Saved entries
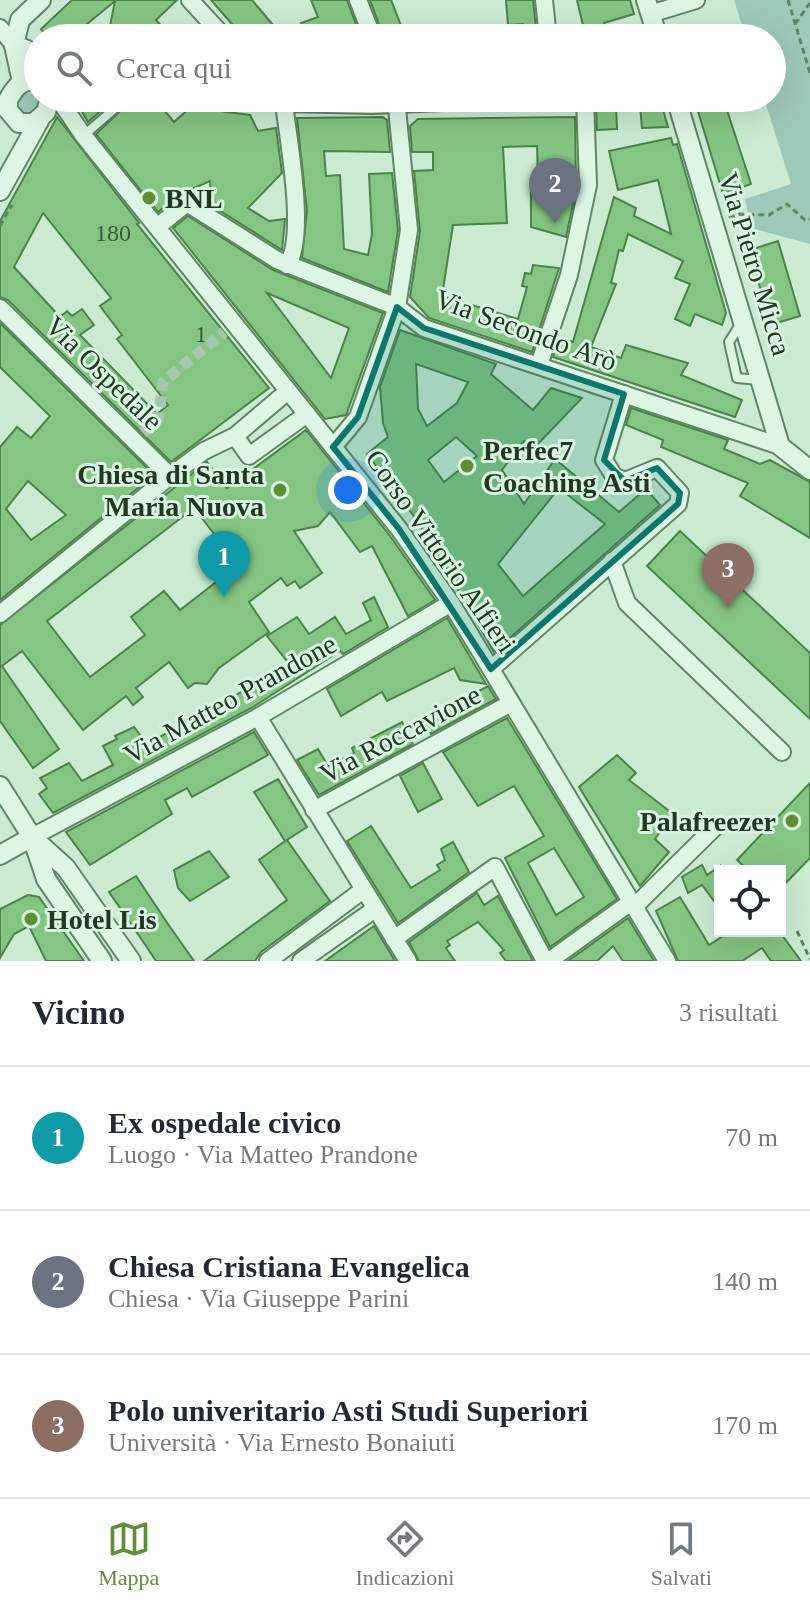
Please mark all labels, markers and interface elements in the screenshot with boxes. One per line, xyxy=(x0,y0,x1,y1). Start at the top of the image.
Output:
search box xyxy=(24,24,786,112)
icon: search xyxy=(52,46,96,90)
text: Cerca qui xyxy=(116,51,232,84)
pin: 2 xyxy=(529,158,581,224)
street label: Via Pietro Micca xyxy=(712,169,798,360)
place label: BNL xyxy=(165,183,223,214)
marker: BNL xyxy=(140,189,158,207)
house number: 180 xyxy=(95,220,131,246)
street label: Via Secondo Arò xyxy=(431,283,621,377)
street label: Via Ospedale xyxy=(39,310,169,436)
house number: 1 xyxy=(195,321,207,347)
place label: Perfec7 Coaching Asti xyxy=(483,435,650,498)
street label: Corso Vittorio Alfieri xyxy=(359,444,523,659)
marker: Perfec7 Coaching Asti xyxy=(458,457,476,475)
place label: Chiesa di Santa Maria Nuova xyxy=(77,459,264,522)
your location xyxy=(328,470,368,510)
marker: Chiesa di Santa Maria Nuova xyxy=(271,481,289,499)
pin: 1 xyxy=(198,531,250,597)
pin: 3 xyxy=(702,543,754,609)
street label: Via Matteo Prandone xyxy=(118,628,342,770)
street label: Via Roccavione xyxy=(314,679,486,789)
place label: Palafreezer xyxy=(640,806,776,837)
marker: Palafreezer xyxy=(783,812,801,830)
map controls xyxy=(714,865,786,937)
button: locate xyxy=(714,865,786,937)
place label: Hotel Lis xyxy=(47,904,157,935)
marker: Hotel Lis xyxy=(22,910,40,928)
text: Vicino xyxy=(32,994,125,1031)
text: 3 risultati xyxy=(679,998,778,1027)
text: Ex ospedale civico xyxy=(108,1106,341,1139)
text: 1 xyxy=(52,1123,65,1152)
text: 70 m xyxy=(725,1123,778,1152)
text: Luogo · Via Matteo Prandone xyxy=(108,1140,418,1169)
text: Chiesa Cristiana Evangelica xyxy=(108,1250,470,1283)
text: 2 xyxy=(52,1267,65,1296)
text: 140 m xyxy=(712,1267,778,1296)
text: Chiesa · Via Giuseppe Parini xyxy=(108,1284,409,1313)
text: Polo univeritario Asti Studi Superiori xyxy=(108,1394,588,1427)
text: 3 xyxy=(52,1411,65,1440)
text: 170 m xyxy=(712,1411,778,1440)
text: Università · Via Ernesto Bonaiuti xyxy=(108,1428,455,1457)
tab: Mappa xyxy=(98,1517,159,1591)
tab: Indicazioni xyxy=(355,1517,454,1591)
tab: Salvati xyxy=(651,1517,712,1591)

• [What is being asked]: The records above should be reproduced exactly, with no pictures included.

• [Written reply]:
Please mark all labels, markers and interface elements in the screenshot with boxes. One per line, xyxy=(x0,y0,x1,y1). Start at the top of the image.
Output:
search box xyxy=(24,24,786,112)
icon: search xyxy=(52,46,96,90)
text: Cerca qui xyxy=(116,51,232,84)
pin: 2 xyxy=(529,158,581,224)
street label: Via Pietro Micca xyxy=(712,169,798,360)
place label: BNL xyxy=(165,183,223,214)
marker: BNL xyxy=(140,189,158,207)
house number: 180 xyxy=(95,220,131,246)
street label: Via Secondo Arò xyxy=(431,283,621,377)
street label: Via Ospedale xyxy=(39,310,169,436)
house number: 1 xyxy=(195,321,207,347)
place label: Perfec7 Coaching Asti xyxy=(483,435,650,498)
street label: Corso Vittorio Alfieri xyxy=(359,444,523,659)
marker: Perfec7 Coaching Asti xyxy=(458,457,476,475)
place label: Chiesa di Santa Maria Nuova xyxy=(77,459,264,522)
your location xyxy=(328,470,368,510)
marker: Chiesa di Santa Maria Nuova xyxy=(271,481,289,499)
pin: 1 xyxy=(198,531,250,597)
pin: 3 xyxy=(702,543,754,609)
street label: Via Matteo Prandone xyxy=(118,628,342,770)
street label: Via Roccavione xyxy=(314,679,486,789)
place label: Palafreezer xyxy=(640,806,776,837)
marker: Palafreezer xyxy=(783,812,801,830)
map controls xyxy=(714,865,786,937)
button: locate xyxy=(714,865,786,937)
place label: Hotel Lis xyxy=(47,904,157,935)
marker: Hotel Lis xyxy=(22,910,40,928)
text: Vicino xyxy=(32,994,125,1031)
text: 3 risultati xyxy=(679,998,778,1027)
text: Ex ospedale civico xyxy=(108,1106,341,1139)
text: 1 xyxy=(52,1123,65,1152)
text: 70 m xyxy=(725,1123,778,1152)
text: Luogo · Via Matteo Prandone xyxy=(108,1140,418,1169)
text: Chiesa Cristiana Evangelica xyxy=(108,1250,470,1283)
text: 2 xyxy=(52,1267,65,1296)
text: 140 m xyxy=(712,1267,778,1296)
text: Chiesa · Via Giuseppe Parini xyxy=(108,1284,409,1313)
text: Polo univeritario Asti Studi Superiori xyxy=(108,1394,588,1427)
text: 3 xyxy=(52,1411,65,1440)
text: 170 m xyxy=(712,1411,778,1440)
text: Università · Via Ernesto Bonaiuti xyxy=(108,1428,455,1457)
tab: Mappa xyxy=(98,1517,159,1591)
tab: Indicazioni xyxy=(355,1517,454,1591)
tab: Salvati xyxy=(651,1517,712,1591)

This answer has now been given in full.